General characteristics
- Displacement: 1,400 long tons (1,422 t)
- Length: 306 ft (93 m)
- Beam: 36.75 ft (11.2 m)
- Draught: 9 ft (2.7 m)
- Propulsion: Two Foster-Wheeler Express "D"-type water-tube boilers; GE 13,500 shp (10,070 kW) steam turbines and generators (9,200 kW); Electric motors for 12,000 shp (8,900 kW); Two shafts;
- Speed: 24 knots (44 km/h)
- Range: 5,500 nautical miles (10,200 km) at 15 knots (28 km/h)
- Complement: 186
- Sensors & processing systems: SA & SL type radars; Type 144 series Asdic; MF Direction Finding antenna; HF Direction Finding Type FH 4 antenna;
- Armament: 3 × 3 in (76 mm) /50 Mk.22 guns; 1 × twin Bofors 40 mm mount Mk.I; 7–16 × 20 mm Oerlikon guns; Mark 10 Hedgehog antisubmarine mortar; Depth charges; QF 2-pounder naval gun;
- Notes: Pennant number K580

= HMS Whitaker (K580) =

British Captain-class frigate of the Royal Navy

The second HMS Whitaker (K580), and the first to enter service, was a British Captain-class frigate of the Royal Navy in commission during World War II. Originally constructed as a United States Navy Buckley class destroyer escort, she served in the Royal Navy from 1944 to 1945.

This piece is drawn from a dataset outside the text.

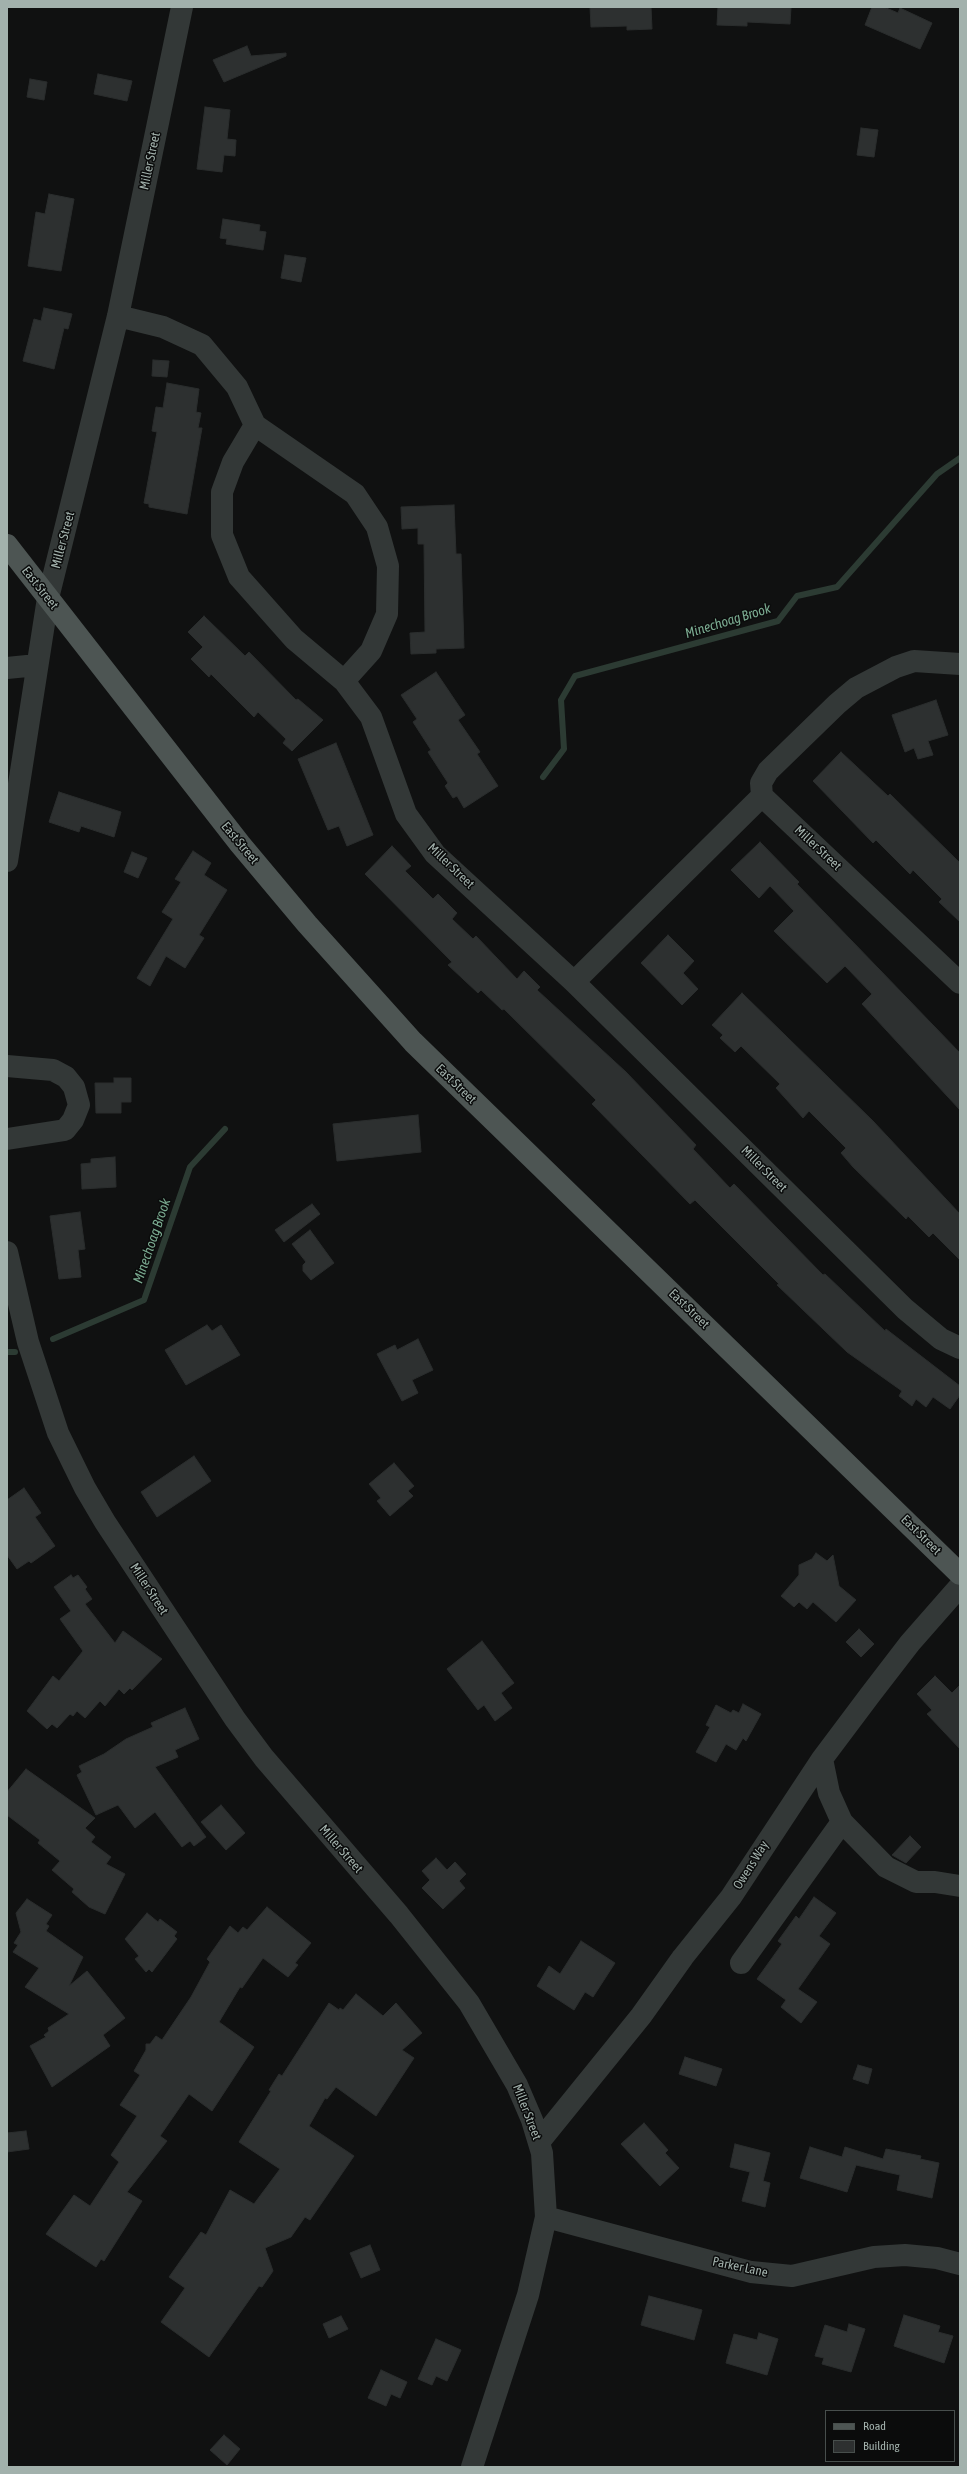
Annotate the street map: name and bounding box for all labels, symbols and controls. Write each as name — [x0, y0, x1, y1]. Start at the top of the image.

==Construction and transfer==
The ship was laid down as the unnamed U.S. Navy destroyer escort DE-571 by Bethlehem-Hingham Shipyard, Inc., in Hingham, Massachusetts, on 20 October 1943 and launched on 12 December 1943. She was transferred to the United Kingdom upon completion on 28 January 1944.

==Service history==

The ship was commissioned into service in the Royal Navy as the frigate HMS Whitaker (K580) on 28 January 1944 simultaneously with her transfer. She served on patrol and escort duty and operated in support of the invasion of Normandy in the summer of 1944.

The German submarine U-483 torpedoed Whitaker at 0210 hours on 1 November 1944, off Malin Head on the north coast of Ireland at position . Damage control measures brought the resultant fires under control by 0320 hours but not before the ship had lost much of her bow and suffered 79 dead. Towed first to Londonderry Port, Northern Ireland, and then to Belfast, Northern Ireland, Whitaker was declared a constructive total loss, remained inactive for the rest of World War II, and was decommissioned in March 1945. The U.S. Navy struck her from its Naval Vessel Register on 19 May 1945.

The Royal Navy returned Whitaker to the U.S. Navy on 3 December 1945.

==Disposal==
After her return to the U.S. Navy, Whitaker remained in the United Kingdom for ultimate disposition. She was sold to John Lee of Belfast on 9 January 1947 for scrapping.